◆ **EXERCISE PROMPT**: Search the data for the word "rows" and copy every line where it occurs.

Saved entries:
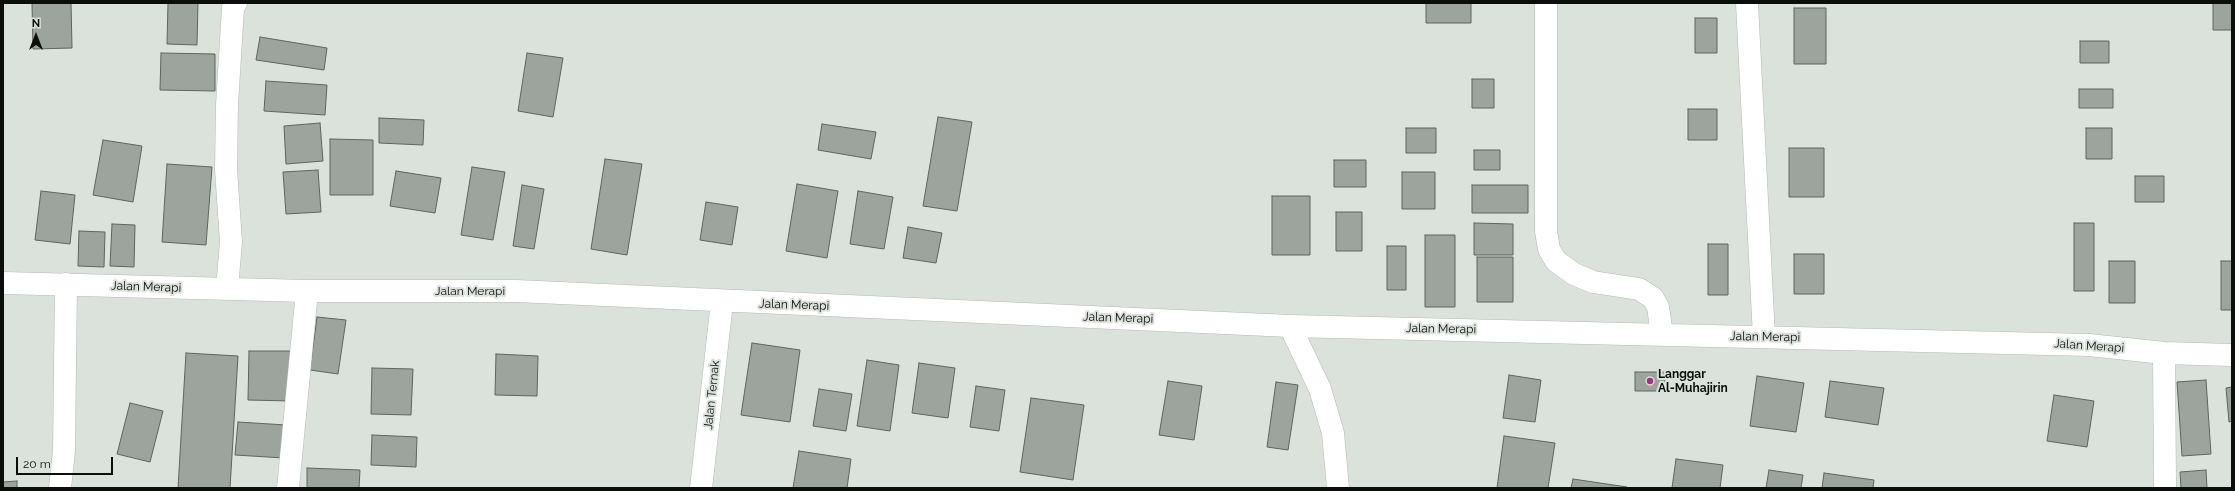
<!DOCTYPE html>
<style>
body{margin:0}
#map{position:relative;width:2235px;height:491px;overflow:hidden;background:#dbe1db;font-family:Raleway,sans-serif}
canvas{display:block}
.frame{position:absolute;inset:0;border:4px solid #0c0e0c;pointer-events:none}
.north{position:absolute;left:16px;top:16px;width:40px;height:40px;-webkit-text-stroke:3px #dbe1db;paint-order:stroke;rotate:0deg;font-size:11px;font-weight:700;line-height:16px;text-align:center;color:#0c0e0c}
.north::after{content:'';display:block;margin:auto;width:14px;height:18px;background:#0c0e0c;clip-path:polygon(50% 0,100% 100%,50% 72%,0 100%)}
.scale{position:absolute;left:16px;top:457px;width:97px;height:18px;box-sizing:border-box;border:2px solid #0c0e0c;border-top:0;padding-left:5px;font-size:12px;line-height:14px;white-space:nowrap;color:#0c0e0c;-webkit-text-stroke:3px #dbe1db;paint-order:stroke}
</style>
<div id="map">
<canvas width="2235" height="491"></canvas>
<div class="frame"></div>
<div class="north">N</div>
<div class="scale">20 m</div>
</div>
<script>
const ctx = document.querySelector('canvas').getContext('2d');
ctx.lineJoin = 'round';
function paint(path, color) {
  ctx.fillStyle = color;
  ctx.fill(path, 'evenodd');
}
function toPath(rows) {
  const path = new Path2D();
  for (const r of rows) {
    path.moveTo(r[0], r[1]);
    for (let i = 2; i < r.length; i += 2) path.lineTo(r[i], r[i + 1]);
  }
  return path;
}
function stroke(path, color, width, dash) {
  ctx.strokeStyle = color;
  ctx.lineWidth = width;
  ctx.lineCap = dash ? 'butt' : 'round';
  ctx.setLineDash(dash || []);
  ctx.stroke(path);
}
function drawText(font, color, halo, rows, align = 'center') {
  ctx.font = font + ' Raleway,sans-serif';
  ctx.lineWidth = 4;
  ctx.setLineDash([]);
  ctx.textBaseline = 'middle';
  ctx.strokeStyle = halo;
  ctx.fillStyle = color;
  for (const [text, x, y, turn = 0] of rows) {
    ctx.save();
    ctx.translate(x, y);
    ctx.rotate((+turn || 0) * Math.PI / 180);
    ctx.textAlign = isNaN(turn) ? turn : align;
    if (halo) ctx.strokeText(text, 0, 0);
    ctx.fillText(text, 0, 0);
    ctx.restore();
  }
}
const building = toPath([
 [32,3,71,3,72,48,33,49,32,3],
 [168,3,198,3,197,45,167,44,168,3],
 [1426,3,1471,3,1471,23,1426,23,1426,3],
 [2213,3,2232,3,2232,30,2213,30,2213,3],
 [1794,8,1826,8,1826,64,1794,64,1794,8],
 [1695,18,1717,18,1717,53,1695,53,1695,18],
 [260,37,327,48,324,70,256,60,260,37],
 [2080,41,2109,41,2109,63,2080,63,2080,41],
 [161,53,215,54,215,91,160,90,161,53],
 [527,53,563,58,553,117,518,111,527,53],
 [1472,79,1494,79,1494,108,1472,108,1472,79],
 [266,81,327,85,325,115,264,111,266,81],
 [2079,89,2113,89,2113,108,2079,108,2079,89],
 [1688,109,1717,109,1717,140,1688,140,1688,109],
 [938,117,972,122,957,211,923,206,938,117],
 [379,118,424,120,423,145,379,143,379,118],
 [320,123,323,161,286,164,284,126,320,123],
 [822,124,876,132,871,159,818,150,822,124],
 [1406,128,1436,128,1436,153,1406,153,1406,128],
 [2086,128,2112,128,2112,159,2086,159,2086,128],
 [330,139,373,140,373,195,330,195,330,139],
 [103,140,142,146,133,202,93,195,103,140],
 [1789,148,1824,148,1824,197,1789,197,1789,148],
 [1474,150,1500,150,1500,170,1474,170,1474,150],
 [605,159,642,164,627,255,591,249,605,159],
 [1334,160,1366,160,1366,187,1334,187,1334,160],
 [167,164,212,167,206,245,162,242,167,164],
 [472,167,505,172,493,240,461,235,472,167],
 [318,170,321,212,286,214,283,172,318,170],
 [396,171,441,178,435,213,390,206,396,171],
 [1402,172,1435,172,1435,209,1402,209,1402,172],
 [2135,176,2164,176,2164,202,2135,202,2135,176],
 [797,184,838,191,827,258,786,251,797,184],
 [522,185,544,189,534,249,513,246,522,185],
 [1472,185,1528,185,1528,213,1472,213,1472,185],
 [41,191,75,195,70,244,35,240,41,191],
 [858,191,893,197,884,249,850,244,858,191],
 [1272,196,1310,196,1310,255,1272,255,1272,196],
 [706,202,738,207,732,245,700,240,706,202],
 [1336,212,1362,212,1362,251,1336,251,1336,212],
 [1474,223,1513,224,1513,255,1474,255,1474,223],
 [2074,223,2094,223,2094,291,2074,291,2074,223],
 [112,224,135,225,134,267,110,266,112,224],
 [908,227,942,233,936,263,903,258,908,227],
 [79,231,105,232,104,267,78,266,79,231],
 [1425,235,1455,235,1455,307,1425,307,1425,235],
 [1708,244,1728,244,1728,295,1708,295,1708,244],
 [1387,246,1406,246,1406,290,1387,290,1387,246],
 [1794,254,1824,254,1824,294,1794,294,1794,254],
 [1477,257,1513,257,1513,302,1477,302,1477,257],
 [2109,261,2135,261,2135,303,2109,303,2109,261],
 [2221,261,2232,261,2232,310,2221,310,2221,261],
 [317,317,346,320,338,374,310,370,317,317],
 [752,343,800,350,790,422,741,415,752,343],
 [249,351,292,351,291,401,248,400,249,351],
 [186,353,238,356,230,488,178,488,186,353],
 [496,354,538,356,537,396,495,395,496,354],
 [867,360,899,365,890,431,857,426,867,360],
 [919,363,955,368,948,418,912,413,919,363],
 [372,368,413,369,411,415,371,414,372,368],
 [1635,372,1665,372,1665,391,1635,391,1635,372],
 [1509,375,1541,380,1535,422,1503,418,1509,375],
 [1757,376,1804,383,1796,432,1750,426,1757,376],
 [2206,380,2211,454,2182,456,2177,382,2206,380],
 [1168,381,1202,386,1194,440,1159,435,1168,381],
 [1830,381,1884,388,1878,425,1825,417,1830,381],
 [1276,382,1298,385,1288,450,1267,447,1276,382],
 [976,386,1005,390,999,431,970,427,976,386],
 [2232,387,2232,421,2229,422,2226,388,2232,387],
 [819,389,852,394,846,431,813,426,819,389],
 [2054,395,2094,401,2087,447,2047,441,2054,395],
 [1031,398,1084,405,1073,480,1020,472,1031,398],
 [130,403,163,411,150,462,117,454,130,403],
 [238,422,286,425,284,458,235,455,238,422],
 [372,435,417,437,416,467,371,465,372,435],
 [1504,436,1555,443,1548,488,1497,488,1504,436],
 [799,451,851,459,847,488,793,488,799,451],
 [1676,459,1723,465,1720,488,1672,488,1676,459],
 [307,468,360,470,359,488,307,488,307,468],
 [1769,470,1803,475,1801,488,1766,488,1769,470],
 [2206,470,2207,488,2181,488,2180,472,2206,470],
 [1824,473,1874,480,1873,488,1822,488,1824,473],
 [1573,479,1627,487,1627,488,1571,488,1573,479],
 [17,481,17,488,3,488,3,482,17,481]
]);
paint(building, '#9da39d');
stroke(building, '#5e645e', 1);
const minor = toPath([
 [1546,3,1546,231,1549,249,1556,261,1574,274,1593,282,1639,289,1653,298,1658,307,1662,334],
 [1747,3,1764,337],
 [3,283,307,291,516,291,1290,326,2089,345,2164,353,2232,355],
 [227,289,231,242,226,169,227,105,233,8,236,3],
 [1290,326,1320,389,1333,433,1338,488],
 [2164,353,2165,488],
 [60,488,64,451,66,284],
 [288,488,307,291],
 [701,488,722,302]
]);
stroke(minor, '#b3bab4', 23);
stroke(minor, '#fff', 22);
for (const [x, y, r, color] of [
 [1650,381,4,"#a73087"]
]) {
  const dot = new Path2D();
  dot.arc(x, y, r, 0, 2 * Math.PI);
  ctx.fillStyle = color;
  ctx.fill(dot);
  stroke(dot, '#dbe1db', 1.5);
}
drawText('12px', '#0c0e0c', '#dbe1db', [
 ["Jalan Merapi",146,287,2],
 ["Jalan Merapi",470,291],
 ["Jalan Merapi",794,305,2],
 ["Jalan Merapi",1118,318,2],
 ["Jalan Merapi",1441,329,1],
 ["Jalan Merapi",1765,337,1],
 ["Jalan Merapi",2089,346,4],
 ["Jalan Ternak",712,395,-84]
]);
drawText('bold 12px', '#0c0e0c', '#dbe1db', [
 ["Langgar",1658,374],
 ["Al-Muhajirin",1658,388]
], 'left');
</script>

◆ **RESPONSE BOX**:
function toPath(rows) {
  for (const r of rows) {
function drawText(font, color, halo, rows, align = 'center') {
  for (const [text, x, y, turn = 0] of rows) {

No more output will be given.